**Try it:**
What follows is a set of entries. Repeat them exactly, but not their pictures.

——

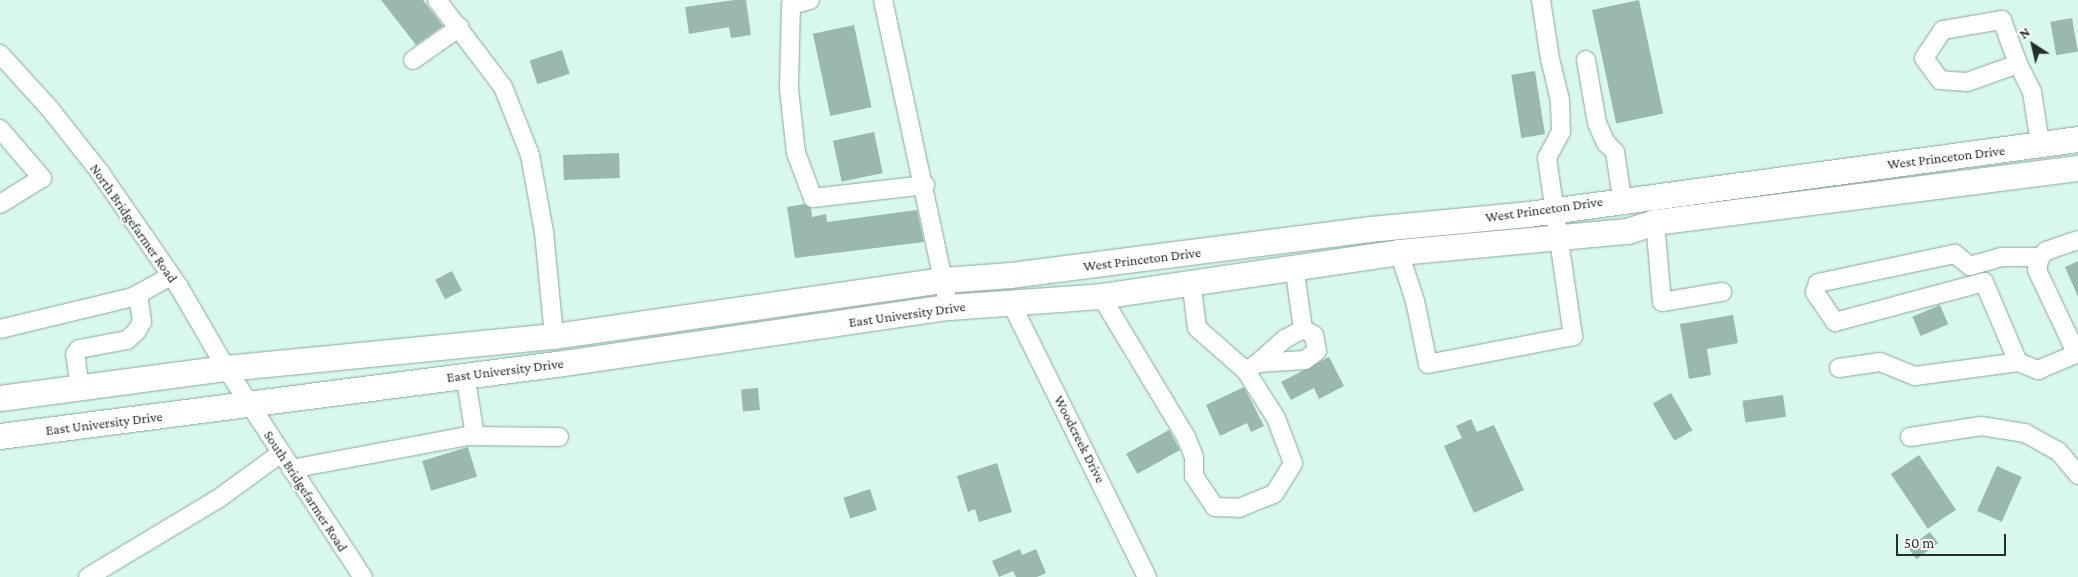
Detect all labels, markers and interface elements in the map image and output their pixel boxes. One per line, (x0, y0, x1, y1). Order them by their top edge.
north arrow (2008, 20, 2058, 70)
text: N (2016, 23, 2033, 42)
street label: West Princeton Drive (1886, 141, 2006, 173)
street label: North Bridgefarmer Road (87, 160, 181, 286)
street label: West Princeton Drive (1484, 192, 1604, 226)
street label: West Princeton Drive (1082, 243, 1202, 275)
street label: East University Drive (848, 297, 966, 331)
street label: East University Drive (446, 354, 564, 386)
street label: Woodcreek Drive (1051, 392, 1109, 486)
street label: East University Drive (45, 407, 163, 439)
street label: South Bridgefarmer Road (261, 427, 351, 555)
scale bar (1898, 524, 2008, 556)
text: 50 m (1904, 535, 1934, 551)

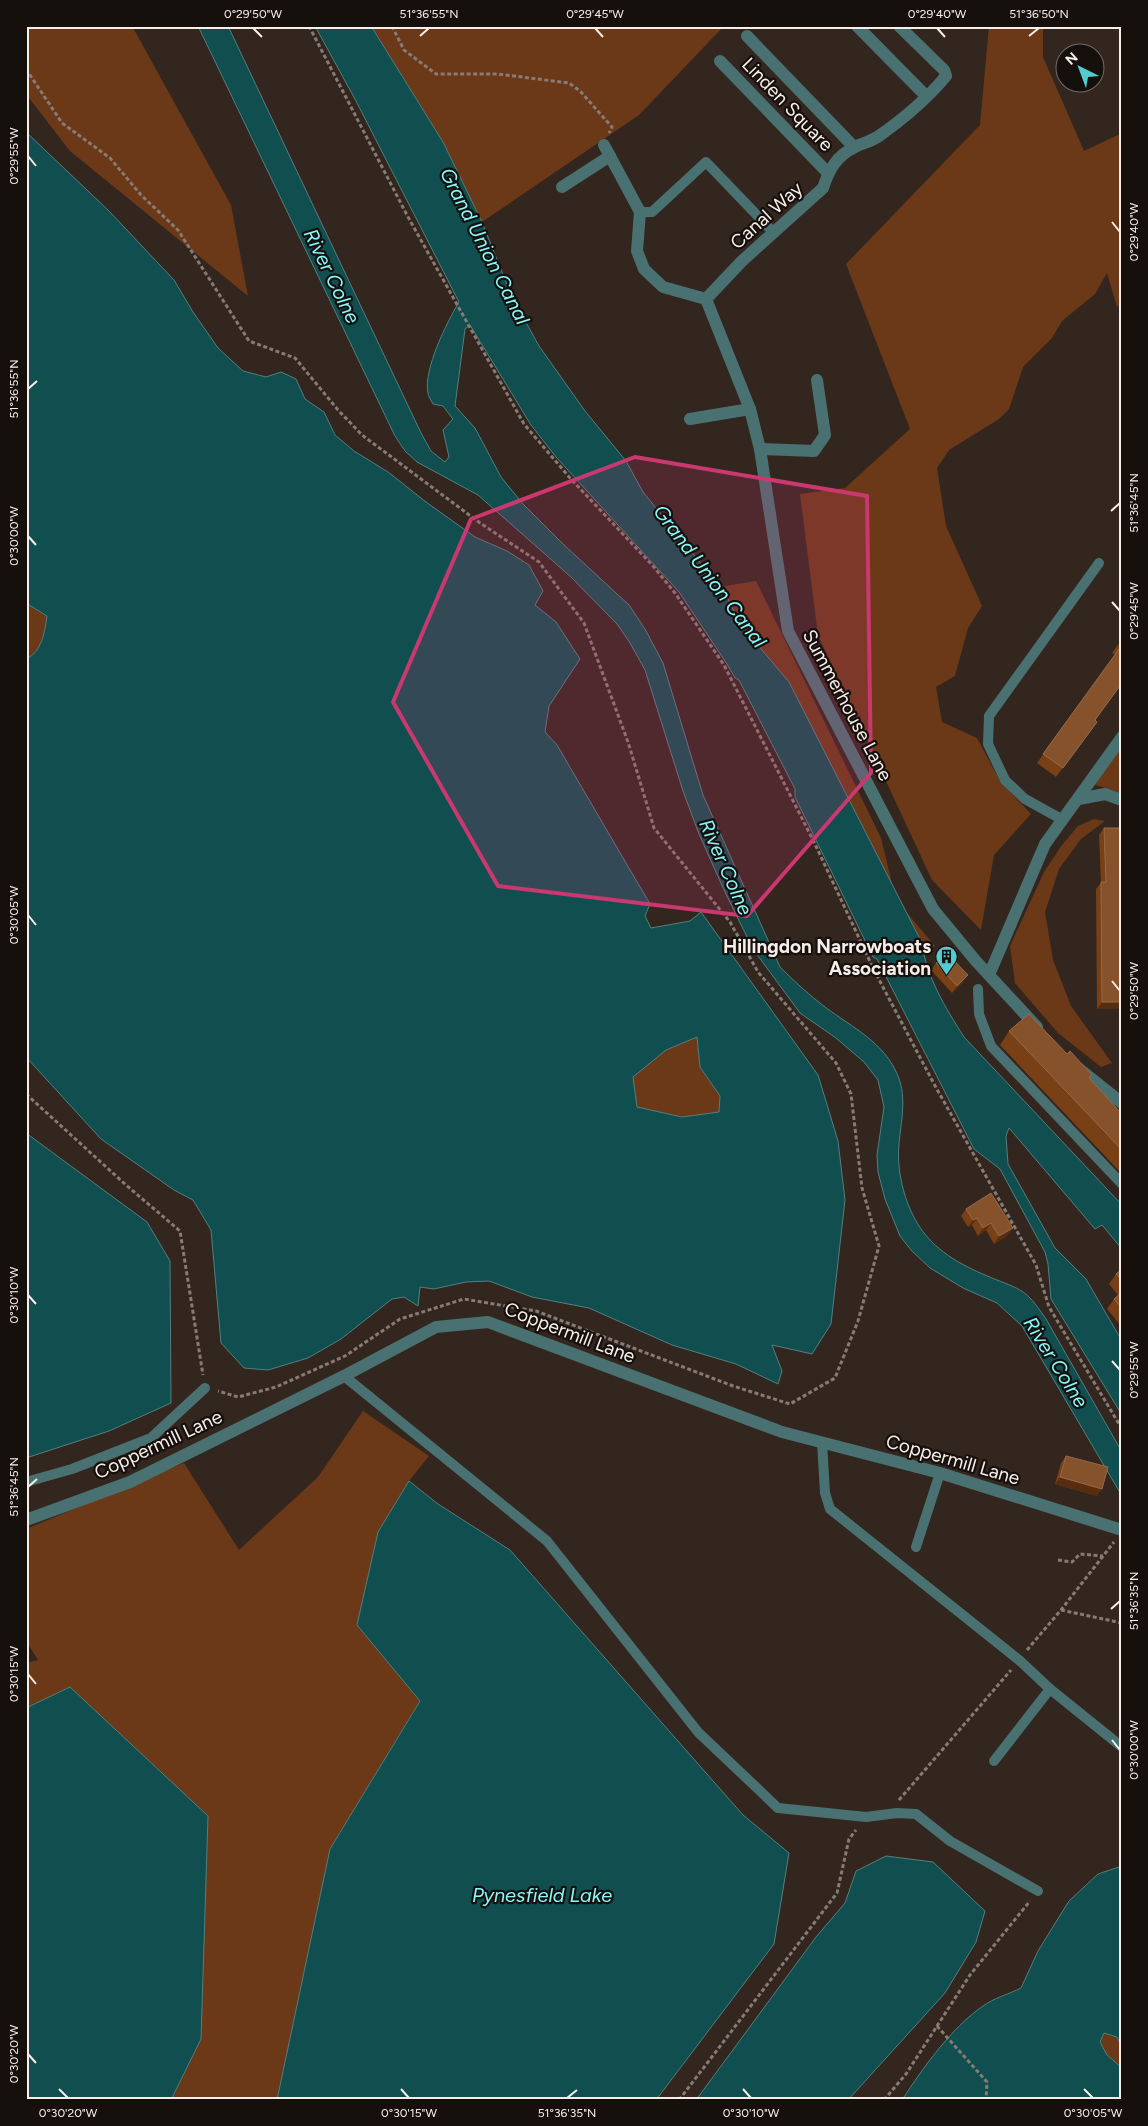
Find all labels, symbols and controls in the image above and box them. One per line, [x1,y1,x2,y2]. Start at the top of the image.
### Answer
text: 0°29'50"W [224,7,282,21]
text: 51°36'55"N [400,7,458,21]
text: 0°29'45"W [566,7,624,21]
text: 0°29'40"W [908,7,967,21]
text: 51°36'50"N [1009,7,1069,21]
north arrow [1056,42,1106,92]
text: N [1062,49,1081,69]
street label: Linden Square [737,53,838,156]
text: 0°29'55"W [7,127,21,185]
water label: Grand Union Canal [435,164,535,329]
street label: Canal Way [725,177,807,254]
text: 0°29'40"W [1127,202,1141,261]
water label: River Colne [299,225,365,327]
text: 51°36'55"N [7,360,21,418]
text: 51°36'45"N [1127,473,1141,533]
water label: Grand Union Canal [648,500,772,653]
text: 0°30'00"W [7,506,21,566]
text: 0°29'45"W [1127,582,1141,640]
street label: Summerhouse Lane [798,626,897,785]
water label: River Colne [694,815,758,919]
text: 0°30'05"W [7,885,21,944]
place label: Hillingdon Narrowboats Association [723,935,931,980]
building icon: Hillingdon Narrowboats Association [935,945,959,976]
text: 0°29'50"W [1127,962,1141,1020]
text: 0°30'10"W [7,1266,21,1323]
street label: Coppermill Lane [501,1297,638,1368]
water label: River Colne [1019,1312,1093,1412]
text: 0°29'55"W [1127,1341,1141,1399]
street label: Coppermill Lane [91,1405,226,1484]
street label: Coppermill Lane [883,1429,1022,1490]
text: 51°36'45"N [7,1457,21,1517]
text: 51°36'35"N [1127,1572,1141,1630]
text: 0°30'15"W [7,1646,21,1702]
text: 0°30'00"W [1127,1720,1141,1780]
water label: Pynesfield Lake [472,1883,612,1907]
text: 0°30'20"W [7,2024,21,2083]
text: 0°30'20"W [39,2106,98,2120]
text: 0°30'15"W [381,2106,437,2120]
text: 51°36'35"N [538,2106,596,2120]
text: 0°30'10"W [723,2106,780,2120]
text: 0°30'05"W [1064,2106,1123,2120]

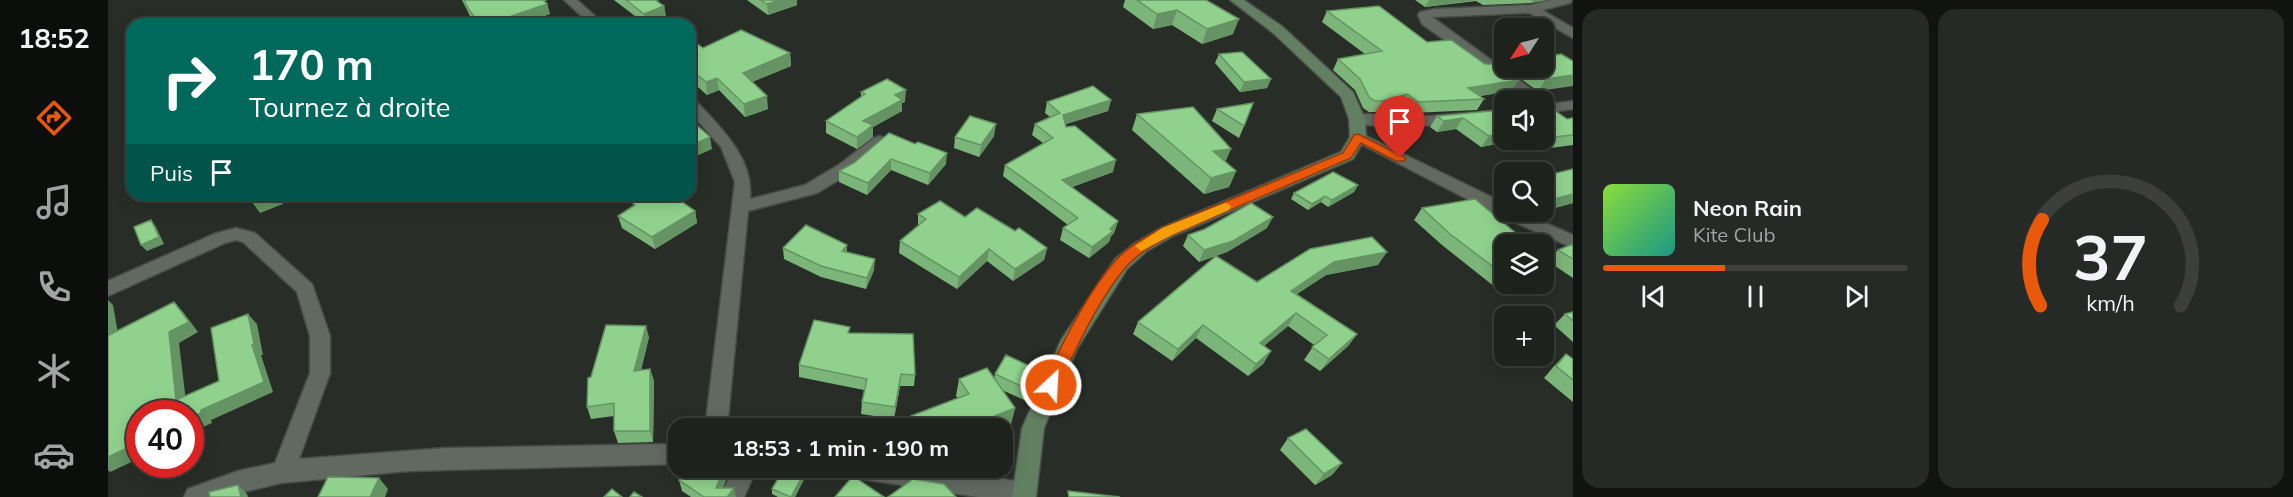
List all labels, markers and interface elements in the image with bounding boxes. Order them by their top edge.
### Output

——

**Answer for this exercise:**
Detect all labels, markers and interface elements in the map image and output their pixel boxes. One per line, (x0, y0, x1, y1). Order them by their top edge.
north arrow (2008, 20, 2058, 70)
text: N (2016, 23, 2033, 42)
street label: West Princeton Drive (1886, 141, 2006, 173)
street label: North Bridgefarmer Road (87, 160, 181, 286)
street label: West Princeton Drive (1484, 192, 1604, 226)
street label: West Princeton Drive (1082, 243, 1202, 275)
street label: East University Drive (848, 297, 966, 331)
street label: East University Drive (446, 354, 564, 386)
street label: Woodcreek Drive (1051, 392, 1109, 486)
street label: East University Drive (45, 407, 163, 439)
street label: South Bridgefarmer Road (261, 427, 351, 555)
scale bar (1898, 524, 2008, 556)
text: 50 m (1904, 535, 1934, 551)

Find all labels, symbols and controls in the image above and box them. One per line, [x1,y1,x2,y2]. Start at the top of the image.
### Answer
text: 0°29'50"W [224,7,282,21]
text: 51°36'55"N [400,7,458,21]
text: 0°29'45"W [566,7,624,21]
text: 0°29'40"W [908,7,967,21]
text: 51°36'50"N [1009,7,1069,21]
north arrow [1056,42,1106,92]
text: N [1062,49,1081,69]
street label: Linden Square [737,53,838,156]
text: 0°29'55"W [7,127,21,185]
water label: Grand Union Canal [435,164,535,329]
street label: Canal Way [725,177,807,254]
text: 0°29'40"W [1127,202,1141,261]
water label: River Colne [299,225,365,327]
text: 51°36'55"N [7,360,21,418]
text: 51°36'45"N [1127,473,1141,533]
water label: Grand Union Canal [648,500,772,653]
text: 0°30'00"W [7,506,21,566]
text: 0°29'45"W [1127,582,1141,640]
street label: Summerhouse Lane [798,626,897,785]
water label: River Colne [694,815,758,919]
text: 0°30'05"W [7,885,21,944]
place label: Hillingdon Narrowboats Association [723,935,931,980]
building icon: Hillingdon Narrowboats Association [935,945,959,976]
text: 0°29'50"W [1127,962,1141,1020]
text: 0°30'10"W [7,1266,21,1323]
street label: Coppermill Lane [501,1297,638,1368]
water label: River Colne [1019,1312,1093,1412]
text: 0°29'55"W [1127,1341,1141,1399]
street label: Coppermill Lane [91,1405,226,1484]
street label: Coppermill Lane [883,1429,1022,1490]
text: 51°36'45"N [7,1457,21,1517]
text: 51°36'35"N [1127,1572,1141,1630]
text: 0°30'15"W [7,1646,21,1702]
text: 0°30'00"W [1127,1720,1141,1780]
water label: Pynesfield Lake [472,1883,612,1907]
text: 0°30'20"W [7,2024,21,2083]
text: 0°30'20"W [39,2106,98,2120]
text: 0°30'15"W [381,2106,437,2120]
text: 51°36'35"N [538,2106,596,2120]
text: 0°30'10"W [723,2106,780,2120]
text: 0°30'05"W [1064,2106,1123,2120]

List all labels, markers and interface elements in the image with bounding boxes. Order them by their top edge.
### Output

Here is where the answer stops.